4.10. Congenital diseases

Cardiac MR is increasingly becoming an important tool for the diagnosis and follow-up of children and adult patients with congenital heart disease. Its main role is as an adjunct to echocardiography. MR can provide an accurate, non-invasive method of imaging for assessment of form (3D assessment of anatomy) and function, and is the best method for quantification of ventricular function and vascular flow. The use of (VENC) velocity-encoded-phase-contrast MR allows accurate non invasive quantification of blood flow and pressure gradients, Qp:Qs, and assessment of myocardial perfusion and coronary artery anatomy. Best method for ventricular volumetry (in particular of the RV).

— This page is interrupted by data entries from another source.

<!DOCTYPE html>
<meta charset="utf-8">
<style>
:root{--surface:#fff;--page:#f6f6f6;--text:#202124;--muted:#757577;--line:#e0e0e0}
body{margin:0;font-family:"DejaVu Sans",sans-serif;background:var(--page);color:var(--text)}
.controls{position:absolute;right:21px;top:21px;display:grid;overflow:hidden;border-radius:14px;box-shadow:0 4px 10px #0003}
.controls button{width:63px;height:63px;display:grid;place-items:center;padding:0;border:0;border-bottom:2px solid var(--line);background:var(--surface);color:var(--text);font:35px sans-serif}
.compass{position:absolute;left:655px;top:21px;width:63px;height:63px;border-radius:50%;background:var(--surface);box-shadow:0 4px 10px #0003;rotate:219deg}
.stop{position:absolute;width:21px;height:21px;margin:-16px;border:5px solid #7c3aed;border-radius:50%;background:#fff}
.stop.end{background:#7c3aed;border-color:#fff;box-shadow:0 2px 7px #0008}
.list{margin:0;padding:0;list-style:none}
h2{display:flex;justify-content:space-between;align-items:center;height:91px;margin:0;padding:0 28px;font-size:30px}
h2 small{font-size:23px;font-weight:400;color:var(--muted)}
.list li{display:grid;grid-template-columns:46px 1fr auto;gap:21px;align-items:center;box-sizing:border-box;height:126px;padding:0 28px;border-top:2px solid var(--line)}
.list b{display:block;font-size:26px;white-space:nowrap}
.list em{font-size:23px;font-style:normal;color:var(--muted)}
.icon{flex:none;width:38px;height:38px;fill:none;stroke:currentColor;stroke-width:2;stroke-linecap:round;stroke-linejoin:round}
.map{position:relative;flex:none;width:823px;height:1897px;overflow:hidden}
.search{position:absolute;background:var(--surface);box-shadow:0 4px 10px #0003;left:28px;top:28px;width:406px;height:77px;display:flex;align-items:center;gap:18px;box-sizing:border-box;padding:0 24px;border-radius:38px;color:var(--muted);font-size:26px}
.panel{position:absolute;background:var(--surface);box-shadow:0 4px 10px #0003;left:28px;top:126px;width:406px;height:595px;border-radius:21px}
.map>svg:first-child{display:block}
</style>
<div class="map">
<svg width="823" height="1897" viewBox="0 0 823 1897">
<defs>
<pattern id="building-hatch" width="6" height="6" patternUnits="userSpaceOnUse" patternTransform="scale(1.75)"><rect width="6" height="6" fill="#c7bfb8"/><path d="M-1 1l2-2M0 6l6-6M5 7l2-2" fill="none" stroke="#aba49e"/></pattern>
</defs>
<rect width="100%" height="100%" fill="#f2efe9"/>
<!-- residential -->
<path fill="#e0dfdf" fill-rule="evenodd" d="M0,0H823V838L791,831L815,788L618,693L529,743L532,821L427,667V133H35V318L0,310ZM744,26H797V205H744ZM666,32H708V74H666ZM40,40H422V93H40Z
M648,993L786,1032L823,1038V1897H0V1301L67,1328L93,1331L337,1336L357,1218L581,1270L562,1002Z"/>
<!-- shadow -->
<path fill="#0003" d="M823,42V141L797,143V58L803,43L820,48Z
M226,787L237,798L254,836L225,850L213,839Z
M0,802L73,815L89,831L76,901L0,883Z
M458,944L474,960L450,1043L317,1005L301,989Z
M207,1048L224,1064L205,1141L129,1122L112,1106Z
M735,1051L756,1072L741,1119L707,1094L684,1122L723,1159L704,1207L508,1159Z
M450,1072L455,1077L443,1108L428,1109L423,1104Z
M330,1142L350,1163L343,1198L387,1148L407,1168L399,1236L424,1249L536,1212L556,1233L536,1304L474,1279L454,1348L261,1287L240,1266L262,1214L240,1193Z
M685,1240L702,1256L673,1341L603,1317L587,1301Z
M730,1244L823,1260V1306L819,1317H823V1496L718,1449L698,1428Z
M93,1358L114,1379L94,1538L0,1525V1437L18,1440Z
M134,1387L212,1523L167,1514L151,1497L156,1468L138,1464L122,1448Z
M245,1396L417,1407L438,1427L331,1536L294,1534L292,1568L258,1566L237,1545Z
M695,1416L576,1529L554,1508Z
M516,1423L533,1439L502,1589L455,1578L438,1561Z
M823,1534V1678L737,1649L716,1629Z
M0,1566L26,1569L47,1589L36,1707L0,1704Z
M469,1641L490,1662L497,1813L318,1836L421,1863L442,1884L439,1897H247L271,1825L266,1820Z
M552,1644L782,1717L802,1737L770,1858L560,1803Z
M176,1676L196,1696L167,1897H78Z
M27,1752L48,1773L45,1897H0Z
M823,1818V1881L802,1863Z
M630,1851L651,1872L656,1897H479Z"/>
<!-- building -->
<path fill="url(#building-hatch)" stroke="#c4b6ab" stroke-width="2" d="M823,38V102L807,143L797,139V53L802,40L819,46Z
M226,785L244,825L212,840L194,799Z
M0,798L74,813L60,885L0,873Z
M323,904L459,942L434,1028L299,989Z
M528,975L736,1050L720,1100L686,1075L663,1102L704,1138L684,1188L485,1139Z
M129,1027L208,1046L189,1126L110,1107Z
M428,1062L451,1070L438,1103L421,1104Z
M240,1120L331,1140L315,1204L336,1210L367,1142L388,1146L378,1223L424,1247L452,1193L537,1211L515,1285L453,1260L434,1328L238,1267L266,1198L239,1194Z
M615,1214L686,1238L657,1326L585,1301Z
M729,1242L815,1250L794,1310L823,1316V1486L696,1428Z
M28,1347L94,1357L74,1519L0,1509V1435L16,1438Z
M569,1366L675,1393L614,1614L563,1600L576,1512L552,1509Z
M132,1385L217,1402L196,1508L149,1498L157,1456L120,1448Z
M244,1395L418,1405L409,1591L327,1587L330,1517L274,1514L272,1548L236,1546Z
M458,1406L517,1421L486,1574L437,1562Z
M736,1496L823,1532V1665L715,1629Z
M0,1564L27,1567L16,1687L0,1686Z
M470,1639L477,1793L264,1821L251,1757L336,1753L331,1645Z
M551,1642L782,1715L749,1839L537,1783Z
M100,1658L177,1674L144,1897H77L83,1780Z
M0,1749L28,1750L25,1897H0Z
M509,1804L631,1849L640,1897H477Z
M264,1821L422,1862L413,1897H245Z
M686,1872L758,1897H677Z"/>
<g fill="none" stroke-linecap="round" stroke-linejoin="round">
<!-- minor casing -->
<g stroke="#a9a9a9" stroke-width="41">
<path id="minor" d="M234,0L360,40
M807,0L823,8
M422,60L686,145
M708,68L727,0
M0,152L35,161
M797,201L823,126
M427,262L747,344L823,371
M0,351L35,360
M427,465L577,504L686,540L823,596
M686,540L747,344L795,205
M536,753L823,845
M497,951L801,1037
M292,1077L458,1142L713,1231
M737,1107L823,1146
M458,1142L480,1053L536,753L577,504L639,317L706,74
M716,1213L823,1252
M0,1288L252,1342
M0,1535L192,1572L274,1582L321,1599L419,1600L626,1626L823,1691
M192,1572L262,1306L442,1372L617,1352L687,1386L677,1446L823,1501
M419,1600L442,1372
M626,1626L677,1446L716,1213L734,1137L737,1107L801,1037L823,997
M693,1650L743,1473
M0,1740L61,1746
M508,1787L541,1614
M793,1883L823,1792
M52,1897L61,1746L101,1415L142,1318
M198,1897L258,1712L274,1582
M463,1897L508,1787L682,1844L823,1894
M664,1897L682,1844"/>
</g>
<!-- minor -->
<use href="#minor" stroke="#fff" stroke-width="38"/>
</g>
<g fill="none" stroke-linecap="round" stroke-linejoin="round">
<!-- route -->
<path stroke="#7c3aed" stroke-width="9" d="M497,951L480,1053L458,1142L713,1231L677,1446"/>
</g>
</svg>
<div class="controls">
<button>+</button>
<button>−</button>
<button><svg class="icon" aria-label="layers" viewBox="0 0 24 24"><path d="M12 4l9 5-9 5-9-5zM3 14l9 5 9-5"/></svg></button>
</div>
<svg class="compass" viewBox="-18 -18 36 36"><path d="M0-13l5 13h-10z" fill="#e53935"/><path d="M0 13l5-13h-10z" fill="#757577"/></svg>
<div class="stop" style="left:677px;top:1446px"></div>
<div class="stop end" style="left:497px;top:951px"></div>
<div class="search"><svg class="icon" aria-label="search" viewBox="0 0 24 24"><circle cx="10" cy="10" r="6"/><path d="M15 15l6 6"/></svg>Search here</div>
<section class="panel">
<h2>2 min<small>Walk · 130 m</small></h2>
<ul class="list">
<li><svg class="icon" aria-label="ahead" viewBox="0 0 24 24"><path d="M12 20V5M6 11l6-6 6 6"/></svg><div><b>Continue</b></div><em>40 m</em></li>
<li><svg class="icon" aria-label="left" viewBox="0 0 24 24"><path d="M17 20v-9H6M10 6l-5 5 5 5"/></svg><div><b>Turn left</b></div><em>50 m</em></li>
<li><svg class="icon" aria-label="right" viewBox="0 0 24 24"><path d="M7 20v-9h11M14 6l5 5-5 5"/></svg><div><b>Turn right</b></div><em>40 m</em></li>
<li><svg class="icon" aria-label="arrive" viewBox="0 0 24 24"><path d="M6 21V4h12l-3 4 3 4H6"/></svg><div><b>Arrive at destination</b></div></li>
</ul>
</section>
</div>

SEQUENTIAL SEGMENTAL ANALYSIS: the nomenclature of complex congenital diseases is based in segmental analysis. Require description of atrial situs, atrio-ventricular connections, and other associated lesions. Increasing ability to assess myocardial perfusion and coronary artery anatomy.

• ASD (Atrial septal defect) are the most common congenital heart defects detected in adults. Cause left-to-right shunting at the atrial level. There are three types: Ostium secundum (80% of ASD), Ostium primum and sinus venous defect.

• AVSD atrio-ventricular septal defect. Partial with a defect of the atrial septum or complete with defect of atrial and ventricular septum there are also abnormalities of the AV valves.

• TGV is the second-commonest cyanotic congenital heart diseases in the first year of life.It is defined as ventriculoarterial discordance with an anterior aorta arising from de RV, and the pulmoray artery arising from the LV.40% have a VSD and 30% subpulmonary stenosis

• VSD ventricular septal defect depends of the shunt volume the left sided heart failure and pulmonary vascular disease. Quantification of left-to-right shunts using VENC MR as a non invasive method. Perimembranous lesions make up 80% of VSD.20% muscular septum.

• Congenital aortic supravalvular stenosis: area of narrowing of the thoracic aorta in the region of inserction of the arterial duct. There are three types; hourglass, membranous and diffuse coarctation.

Others: pulmonary atresia, double outlet RV, common arterial trunk, anomalous coronary artery, etc.